Par SUDISTE DES LANDES
respecter la limitation & tout ira bien ! pas un copek pour l'etat simple non
sinon vous avez samcam ou radarbot -)..pas besoin de coyote qui cout une blinde W&S
Par GigaFocus
Ce qui est absolument dégueulasse dans cette affaire, est tout d'abord que l'État compte boucler son budget avec les amendes, que ce soit pour excès de vitesse ou stationnement ou n'importe quoi. Ce système ultra pervers, fondé sur l'espérance qu'une majorité de Français franchira la limite et qu'ils seront punis pour cela, n'existe dans aucun autre pays au monde. Ailleurs, les éventuelles recettes arrivent en plus et en dehors de ce qui a été budgété, un bonus en quelque sorte. Mais en aucun cas un budget digne de ce nom devrait intégrer ces recettes. Et cette drôle de conception du budget de l'État est évidemment à l'origine de tout ce délire de radars mais aussi des amendes pour non-port du masque et je ne sais quoi. Il est plus que temps qu'une nouvelle génération de politiciens arrive au pouvoir (et dégagent Macron, toute sa clique et ses préfets par la même occasion) et cassent ce système, tant qu'à faire aussi le financement de la ligue fasciste de Perrichon et les lois scélérates qu'il a fait voter. Il faut comprendre que les boîtes qui fabriquent ces radars touchent un bon tiers des amendes récoltées et sont, comme par hasard, dirigées par d'anciens directeurs de cabinet et autres "aides de camp" qui pantouflent dans le privé après leur mandat dans le public et font donc perdurer ce système dément pour se goinfrer toujours plus d'argent public, dont on peut être sûr qu'une partie finira dans un paradis fiscal quelconque.
Par GigaFocus
En réponse à GigaFocus
Ce qui est absolument dégueulasse dans cette affaire, est tout d'abord que l'État compte boucler son budget avec les amendes, que ce soit pour excès de vitesse ou stationnement ou n'importe quoi. Ce système ultra pervers, fondé sur l'espérance qu'une majorité de Français franchira la limite et qu'ils seront punis pour cela, n'existe dans aucun autre pays au monde. Ailleurs, les éventuelles recettes arrivent en plus et en dehors de ce qui a été budgété, un bonus en quelque sorte. Mais en aucun cas un budget digne de ce nom devrait intégrer ces recettes. Et cette drôle de conception du budget de l'État est évidemment à l'origine de tout ce délire de radars mais aussi des amendes pour non-port du masque et je ne sais quoi. Il est plus que temps qu'une nouvelle génération de politiciens arrive au pouvoir (et dégagent Macron, toute sa clique et ses préfets par la même occasion) et cassent ce système, tant qu'à faire aussi le financement de la ligue fasciste de Perrichon et les lois scélérates qu'il a fait voter. Il faut comprendre que les boîtes qui fabriquent ces radars touchent un bon tiers des amendes récoltées et sont, comme par hasard, dirigées par d'anciens directeurs de cabinet et autres "aides de camp" qui pantouflent dans le privé après leur mandat dans le public et font donc perdurer ce système dément pour se goinfrer toujours plus d'argent public, dont on peut être sûr qu'une partie finira dans un paradis fiscal quelconque.

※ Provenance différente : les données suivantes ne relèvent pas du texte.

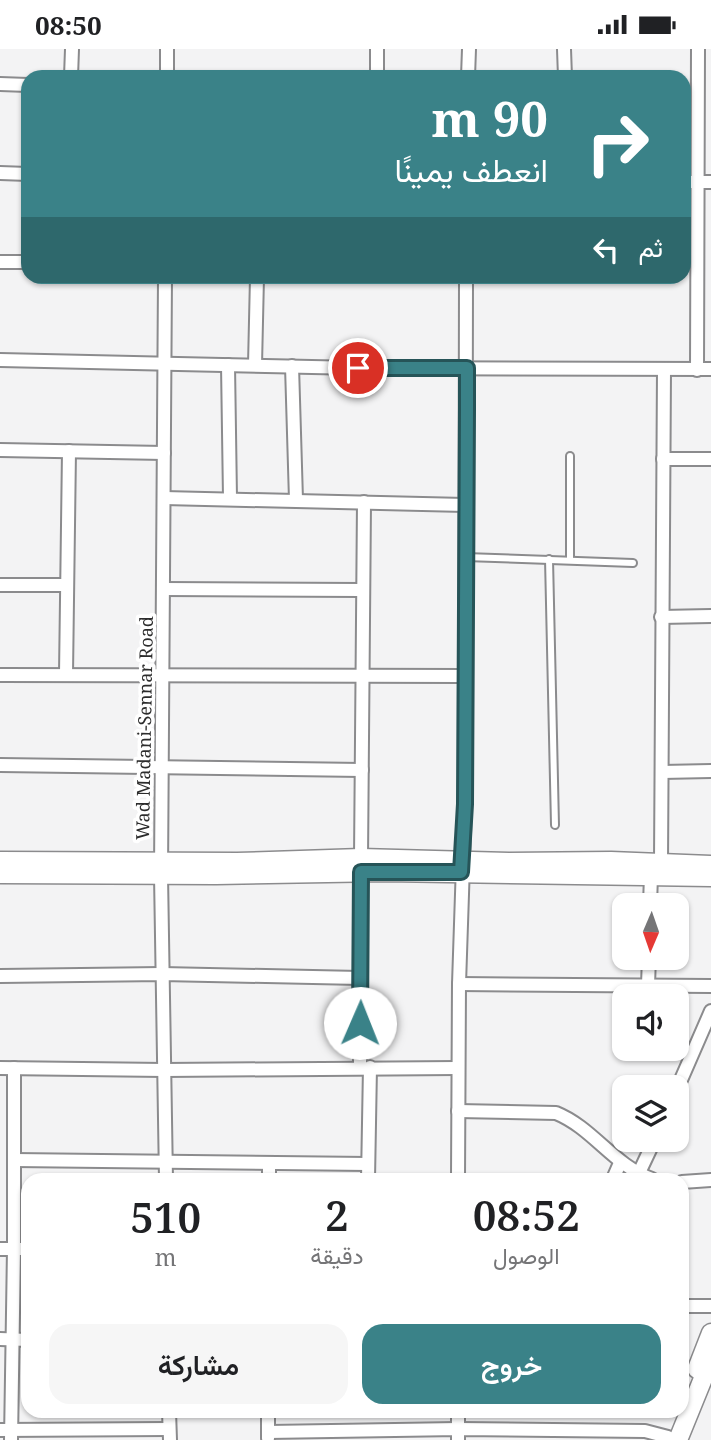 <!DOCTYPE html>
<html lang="ar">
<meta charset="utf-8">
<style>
body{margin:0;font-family:"Noto Serif",Vazirmatn,serif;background:#f6f6f6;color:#202124;direction:rtl;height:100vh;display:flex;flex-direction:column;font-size:26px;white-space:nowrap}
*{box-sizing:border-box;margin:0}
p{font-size:23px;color:#757577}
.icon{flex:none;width:38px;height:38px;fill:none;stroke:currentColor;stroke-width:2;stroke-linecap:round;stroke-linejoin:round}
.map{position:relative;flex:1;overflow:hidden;direction:ltr}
.side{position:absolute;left:21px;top:1124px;width:668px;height:245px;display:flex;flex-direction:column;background:#fff;border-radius:21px;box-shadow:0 2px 5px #0004;direction:rtl}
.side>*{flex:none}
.banner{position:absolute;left:21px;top:21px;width:670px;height:214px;border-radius:21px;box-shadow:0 2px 5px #0004;direction:rtl;background:#3a8288;color:#fff;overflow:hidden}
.needle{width:46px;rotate:182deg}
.buttons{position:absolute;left:612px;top:844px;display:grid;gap:14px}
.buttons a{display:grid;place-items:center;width:77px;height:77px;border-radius:14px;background:#fff;box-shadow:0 2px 5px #0004;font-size:35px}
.pin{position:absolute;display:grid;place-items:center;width:60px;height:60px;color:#fff;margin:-30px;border:4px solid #fff;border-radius:50%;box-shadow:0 2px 7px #0007}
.me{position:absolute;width:77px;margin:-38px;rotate:1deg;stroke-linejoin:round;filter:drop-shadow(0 0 5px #0008)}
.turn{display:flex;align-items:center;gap:24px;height:147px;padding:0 28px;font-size:32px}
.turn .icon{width:91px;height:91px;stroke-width:2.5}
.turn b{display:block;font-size:49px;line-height:60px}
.then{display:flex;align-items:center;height:66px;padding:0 28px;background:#0003;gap:14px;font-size:26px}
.eta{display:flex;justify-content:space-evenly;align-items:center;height:119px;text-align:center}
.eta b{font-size:42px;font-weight:600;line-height:49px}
.primary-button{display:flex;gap:14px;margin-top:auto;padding:14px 28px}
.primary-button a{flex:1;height:80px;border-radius:21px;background:#3a8288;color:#fff;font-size:28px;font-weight:600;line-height:80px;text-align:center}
.primary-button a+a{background:#f6f6f6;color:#202124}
.status{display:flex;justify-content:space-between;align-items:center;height:49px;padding:0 35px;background:#fff;direction:ltr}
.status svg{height:19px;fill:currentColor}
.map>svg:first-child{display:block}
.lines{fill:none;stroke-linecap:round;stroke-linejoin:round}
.lane-casing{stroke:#8b8b8d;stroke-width:10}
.street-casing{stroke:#8b8b8d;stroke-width:16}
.secondary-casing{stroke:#8b8b8d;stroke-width:21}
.lane{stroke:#fff;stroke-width:6}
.street{stroke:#fff;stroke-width:12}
.secondary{stroke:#fff;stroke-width:18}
.route-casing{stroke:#265458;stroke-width:18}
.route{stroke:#3a8288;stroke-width:12}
.labels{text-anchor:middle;stroke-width:7;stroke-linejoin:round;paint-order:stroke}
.street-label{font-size:18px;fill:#2c2c2c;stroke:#fff}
</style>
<div class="status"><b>08:50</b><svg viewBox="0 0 49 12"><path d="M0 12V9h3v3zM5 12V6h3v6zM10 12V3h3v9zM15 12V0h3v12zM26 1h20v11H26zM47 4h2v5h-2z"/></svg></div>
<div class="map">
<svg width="711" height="1391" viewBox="0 0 711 1391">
<rect width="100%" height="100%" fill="#f3f3f4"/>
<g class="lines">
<g class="lane-casing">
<g id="lane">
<path d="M 465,508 L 633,514"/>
<path d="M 549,510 L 555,776"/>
<path d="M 570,510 L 570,407"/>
</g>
</g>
<g class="street-casing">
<g id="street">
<path d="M 167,0 L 167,28"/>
<path d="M 377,0 L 377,28"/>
<path d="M 564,0 L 565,28"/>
<path d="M 71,28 L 72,0"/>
<path d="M 468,28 L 469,0"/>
<path d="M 0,35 L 28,36"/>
<path d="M 0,124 L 28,125"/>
<path d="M 684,133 L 711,133"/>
<path d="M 0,213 L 28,213"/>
<path d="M 165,228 L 161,826 L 166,1130"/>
<path d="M 0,311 L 358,319 L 711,320"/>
<path d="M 228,316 L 230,449"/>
<path d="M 255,316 L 257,228"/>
<path d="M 292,317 L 296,451"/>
<path d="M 697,321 L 698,0"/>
<path d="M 0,401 L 164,404"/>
<path d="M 663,410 L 711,410"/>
<path d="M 164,449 L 465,456"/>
<path d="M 0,536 L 66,536"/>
<path d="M 164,540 L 362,541"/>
<path d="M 661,568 L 711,567"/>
<path d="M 66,625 L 69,402"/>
<path d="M 0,626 L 465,627"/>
<path d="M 0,716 L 362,721"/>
<path d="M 662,723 L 711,722"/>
<path d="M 361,809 L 364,453"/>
<path d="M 661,814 L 664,321"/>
<path d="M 650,856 L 651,826"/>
<path d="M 0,927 L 162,925 L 360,929"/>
<path d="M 459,935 L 711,937"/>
<path d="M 648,936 L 649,908"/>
<path d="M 360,1018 L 361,823"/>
<path d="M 0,1019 L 164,1021 L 458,1019"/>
<path d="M 677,1040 L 711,962"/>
<path d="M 458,1062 L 556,1064 C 593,1079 614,1117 652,1130"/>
<path d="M 14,1111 L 368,1115"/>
<path d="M 638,1126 L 655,1090"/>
<path d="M 269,1130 L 269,1114"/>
<path d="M 368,1130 L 370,1018"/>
<path d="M 458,1130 L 459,935 L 465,755 L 466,228"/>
<path d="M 613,1130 L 620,1114"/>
<path d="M 682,1133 L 711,1131"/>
<path d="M 0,1200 L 28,1200"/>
<path d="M 682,1257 L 711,1257"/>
<path d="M 0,1290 L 28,1291"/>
<path d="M 169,1362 L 170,1391"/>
<path d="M 268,1362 L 268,1389"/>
<path d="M 0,1381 L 169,1380"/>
<path d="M 268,1383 L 458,1380 L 645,1382 L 668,1388"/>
<path d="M 11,1391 L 14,1200 L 14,1019"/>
<path d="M 458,1391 L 458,1362"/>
</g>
</g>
<g class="secondary-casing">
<g id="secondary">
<path d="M 0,812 L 237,813 L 361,809 L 509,813 L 611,812 L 711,816"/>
<path d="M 0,825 L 216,826 L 386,823 L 711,828"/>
<path d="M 697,1320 L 711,1284"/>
<path d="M 678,1391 L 711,1310"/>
</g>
</g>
<use href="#lane" class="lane"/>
<use href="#street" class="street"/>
<use href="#secondary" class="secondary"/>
</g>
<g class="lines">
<g class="route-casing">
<path id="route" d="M 358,319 L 467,319 L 467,360 L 465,755 L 461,823 L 361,823 L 360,974"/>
</g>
<use href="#route" class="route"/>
</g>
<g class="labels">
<g class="street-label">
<text transform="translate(145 679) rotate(-89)" y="6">Wad Madani-Sennar Road</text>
</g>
</g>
</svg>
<div class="buttons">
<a><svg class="needle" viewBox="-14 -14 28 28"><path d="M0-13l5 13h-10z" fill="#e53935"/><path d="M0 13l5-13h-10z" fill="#757577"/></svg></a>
<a><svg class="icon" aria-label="sound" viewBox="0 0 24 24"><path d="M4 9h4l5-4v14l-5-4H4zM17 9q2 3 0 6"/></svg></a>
<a><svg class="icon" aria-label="layers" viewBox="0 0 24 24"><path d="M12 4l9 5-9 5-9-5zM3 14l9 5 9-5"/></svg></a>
</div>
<div class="pin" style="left:358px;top:319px;background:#d93025"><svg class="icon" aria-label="arrive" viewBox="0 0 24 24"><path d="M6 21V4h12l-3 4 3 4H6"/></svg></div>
<svg class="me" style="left:360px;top:974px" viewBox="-20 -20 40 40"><circle r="19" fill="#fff"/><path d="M0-13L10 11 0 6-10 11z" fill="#3a8288"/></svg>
<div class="banner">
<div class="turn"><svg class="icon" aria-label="right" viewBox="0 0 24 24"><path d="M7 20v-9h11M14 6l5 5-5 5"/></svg><div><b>90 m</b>انعطف يمينًا</div></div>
<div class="then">ثم<svg class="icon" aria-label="left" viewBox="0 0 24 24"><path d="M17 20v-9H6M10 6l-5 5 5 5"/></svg></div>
</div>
<section class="side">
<div class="eta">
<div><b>08:52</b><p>الوصول</p></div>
<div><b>2</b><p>دقيقة</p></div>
<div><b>510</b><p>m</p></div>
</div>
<div class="primary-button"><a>خروج</a><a>مشاركة</a></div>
</section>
</div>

Les lois scélérates que l'actuelle majorité a fait voter
Par GigaFocus
En réponse à Axel015
Il faut bien financer les associations salafistes.
La "ligue contre la violence routière" est une association salafiste ? Car elle est financée par nos impôts et les fabricants de radars !
Par GigaFocus
En réponse à gignac31
Commentaire supprimé.
Je suis supposé porter le masque en ville... Mais ne le fais jamais.
Par GigaFocus
En réponse à gignac31
Commentaire supprimé.
Je suis supposé porter le masque en ville mais ne le fais nulle part.
Par Axel015
En réponse à GigaFocus
La "ligue contre la violence routière" est une association salafiste ? Car elle est financée par nos impôts et les fabricants de radars !
Non elle est pire tu as raison. Elle agit par vénalité, alors que les salafistes agissent par idéologie.